А если некуда вернуться? Только в мертвое, разлагающееся тело, что тогда? Или если кремировали?
Разве это не ад? Быть духом без тела, отправленным назад с небес, чтобы парить и наблюдать. Навсегда.
Харви с опаской поднял глаза, размышляя, не кишит ли воздух в этом зале душами находящихся здесь мертвецов, душами, скользящими сейчас над ним, подобно рыбам. Кричащими, потому что они осознали вдруг, за чем им придется тут наблюдать.
Душами, находящимися в жутком заточении.
Или ничего такого нет? Совсем ничего. Просто смерть, конец? Когда умирает мозг, умираешь и ты?
Леденящий холод проник в Харви, а запах рвоты Хедли Уинза вызвал воспоминания, которые с некоторых пор его преследовали.
Анджи.
Потеря контроля над собой.
ШИЗО.
С того случая он испугался. Испугался своей роковой силы. Таблетки ее сдерживали. Хлорпромазин. Двадцать пять миллиграммов три раза в день и пятьдесят – на ночь. Один из курсов лечения шизофрении, он отыскал его в справочной библиотеке Британской медицинской ассоциации спустя день после разговора с Анджи. Он выписал рецепты на трехмесячный курс лечения на бланках отца, найденных на его письменном столе.
Возобновить запас для него не составит труда. Он уже подружился с сестрой, распределяющей лекарства в больничной аптеке, наговорил ей, что интересуется исключительно фармакологией, и она показала ему кладовую. Он, узнал, где находятся полки с лекарствами для психиатрического отделения и как ведутся записи о выдаче лекарств.
От таблеток у него слегка болела голова, и по утрам он чувствовал себя немного одуревшим, и все. Проходила неделя за неделей, рецидивов не было, и он с горечью убеждался, что Анджи была права.
Харви раздвинул кожу и уставился на переплетение спинных мышц номера пятьдесят два. Солонина. Мясо, как у любого другого животного. Он отодвинулся в сторону и уступил место Клиффорду.
Этот зал, на который он возлагал такие большие надежды, не оправдал его ожиданий. Те, что лежали здесь, были слишком долго мертвыми, слишком долго. Больше десяти лет он страстно мечтал об этом дне, мечтал делать то, что делает сейчас с настоящим телом, с телом человека. Но теперь он понял: это не то отделение и не тот предмет.

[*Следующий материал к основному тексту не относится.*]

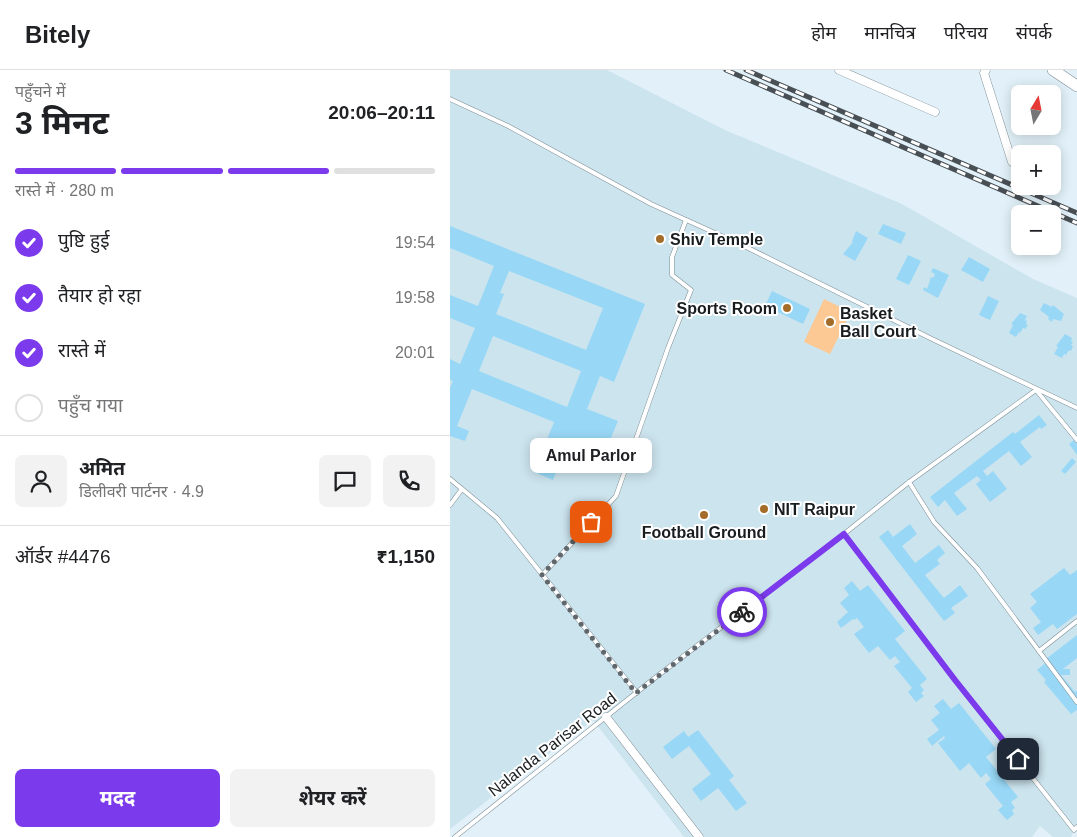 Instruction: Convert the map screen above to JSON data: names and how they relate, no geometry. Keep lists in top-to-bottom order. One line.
{"streets":{"lane":["Nalanda Parisar Road"]},"places":["Shiv Temple","Sports Room","Basket Ball Court","NIT Raipur","Football Ground","Amul Parlor"],"north":"top","page":{"header":"Bitely","nav":["होम","मानचित्र","परिचय","संपर्क"],"heading":["3 मिनट","पहुँचने में","20:06–20:11"],"panel":["अमित","डिलीवरी पार्टनर · 4.9","ऑर्डर #4476","₹1,150"],"map_buttons":["+","−"],"bar":"रास्ते में · 280 m","list":[["पुष्टि हुई","19:54"],["तैयार हो रहा","19:58"],["रास्ते में","20:01"],"पहुँच गया"],"bubble":"Amul Parlor","buttons":["मदद","शेयर करें"]}}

Мертвые не смогут дать ответ на его вопросы. Только живые.
19
Вторник, 23 октября
Афиши перед серым бетонным зданием городской ратуши представляли собой фотографию семидесятилетней женщины со взбитыми, обесцвеченными перекисью волосами, сквозь которые просвечивал свет, создавая впечатление несколько покривившегося нимба. На ней было прозрачное платье, а на лице – улыбка, которой царственные особы одаривают с трапа самолета пришедших их встречать обычных смертных.
«ДОРА РАНКОРН – ВСЕМИРНО ИЗВЕСТНЫЙ МЕДИУМ – СЕГОДНЯ В 19.00», – сообщали прописные буквы под фотографией.
Кэт Хемингуэй стояла в очереди. Она никогда не была на сеансе медиума, однако смутное представление о том, чего ожидать, у нее было. Ее раздражало, что пришлось идти сюда, лучше пойти на «Привидения» с Эдди и компанией из редакции. Она все еще кипела от гнева, вспоминая нагоняй, полученный пару часов назад от Терри Брента, и только сейчас начала понемногу остывать. Первые полчаса она так злилась, что села и написала заявление об уходе, но потом порвала его.